Avoid unnecessary destruction and scorching of the camping area by using the provided fire pits. Make sure you’re burning on rock or dirt and not on top of brush or foliage, which can easily catch fire and spread. Campsites will usually have fire pits already set up for you, so be sure to utilize these when available.
- Have a wind barrier.
Most fire pits are dug into the ground to provide a natural barrier or have one built around them from a metal ring, rocks or brick. This will protect the area around the fire, but it will also protect the fire, causing it to burn slower, which is ideal for cooking.
- Grade your coals.
Offset your fire so that you have coal levels where there is a burning area and a smoldering coal area. Use the black and white pieces of wood that have been burning as the cook surface, and move the still flaming logs and tinder to the back.
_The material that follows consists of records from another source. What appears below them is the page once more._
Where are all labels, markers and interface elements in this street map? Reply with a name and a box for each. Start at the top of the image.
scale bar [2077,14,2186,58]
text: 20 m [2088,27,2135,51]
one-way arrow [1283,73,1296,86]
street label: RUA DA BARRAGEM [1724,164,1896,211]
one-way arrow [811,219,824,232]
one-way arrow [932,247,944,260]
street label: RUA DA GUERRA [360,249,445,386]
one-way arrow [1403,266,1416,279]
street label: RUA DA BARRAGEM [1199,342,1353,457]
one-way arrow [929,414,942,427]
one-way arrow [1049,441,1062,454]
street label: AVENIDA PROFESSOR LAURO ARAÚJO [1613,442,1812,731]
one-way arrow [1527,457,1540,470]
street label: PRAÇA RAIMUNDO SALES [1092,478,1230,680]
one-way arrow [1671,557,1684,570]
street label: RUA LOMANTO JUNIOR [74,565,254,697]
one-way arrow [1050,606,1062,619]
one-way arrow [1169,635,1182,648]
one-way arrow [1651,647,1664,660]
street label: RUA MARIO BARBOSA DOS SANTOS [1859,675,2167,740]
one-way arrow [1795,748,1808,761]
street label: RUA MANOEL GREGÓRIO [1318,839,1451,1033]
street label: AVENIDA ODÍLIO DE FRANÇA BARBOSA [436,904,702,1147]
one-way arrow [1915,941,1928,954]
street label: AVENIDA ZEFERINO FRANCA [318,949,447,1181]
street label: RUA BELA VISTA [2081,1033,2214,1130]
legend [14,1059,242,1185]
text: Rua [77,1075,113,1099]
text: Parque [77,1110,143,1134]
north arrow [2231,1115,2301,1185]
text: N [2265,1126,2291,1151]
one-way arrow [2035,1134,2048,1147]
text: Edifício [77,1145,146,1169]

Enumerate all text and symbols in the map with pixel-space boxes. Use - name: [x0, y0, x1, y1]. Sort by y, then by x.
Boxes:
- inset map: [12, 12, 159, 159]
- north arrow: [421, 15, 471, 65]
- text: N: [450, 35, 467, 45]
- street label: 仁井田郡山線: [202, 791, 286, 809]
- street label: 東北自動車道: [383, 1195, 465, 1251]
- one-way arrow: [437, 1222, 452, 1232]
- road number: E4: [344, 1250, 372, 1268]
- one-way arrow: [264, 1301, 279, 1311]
These are three of our regular campfire meals. They are easy to throw together, with very little preparation or clean up done on site. This means more time spent enjoying nature and less time dealing with a large dinner mess while still eating real food.
Beef Stew Packets
Growing up, my family called these “hobo packets” thanks to my Boy Scout brothers. The addition of dry bouillon and a bit of water make these more stew-like. (Have you tried homemade vegetable or chicken bouillon? Worth it.) Plus, it helps to cook the potatoes and carrots evenly. Not interested in using a bouillon? Add in a few tablespoons of your favorite marinade to season them.
1 pound ground beef
1 pound carrots, cut into bite-sized pieces
1 pound potatoes, cubed
1 large onion, quartered
1 tablespoon homemade bouillon or equivalent
1 cup hot water
Pepper to taste
4 Foil sheets
Dissolve bouillon in the water. Pour a small amount of oil on the bottom of a sheet of foil. Add in ¼ pound of beef, carrots and potatoes and ¼ of the onion. Sprinkle with salt and pepper and herbs of choice. Add in about ¼ cup broth. Bring the foil together and roll tightly to seal.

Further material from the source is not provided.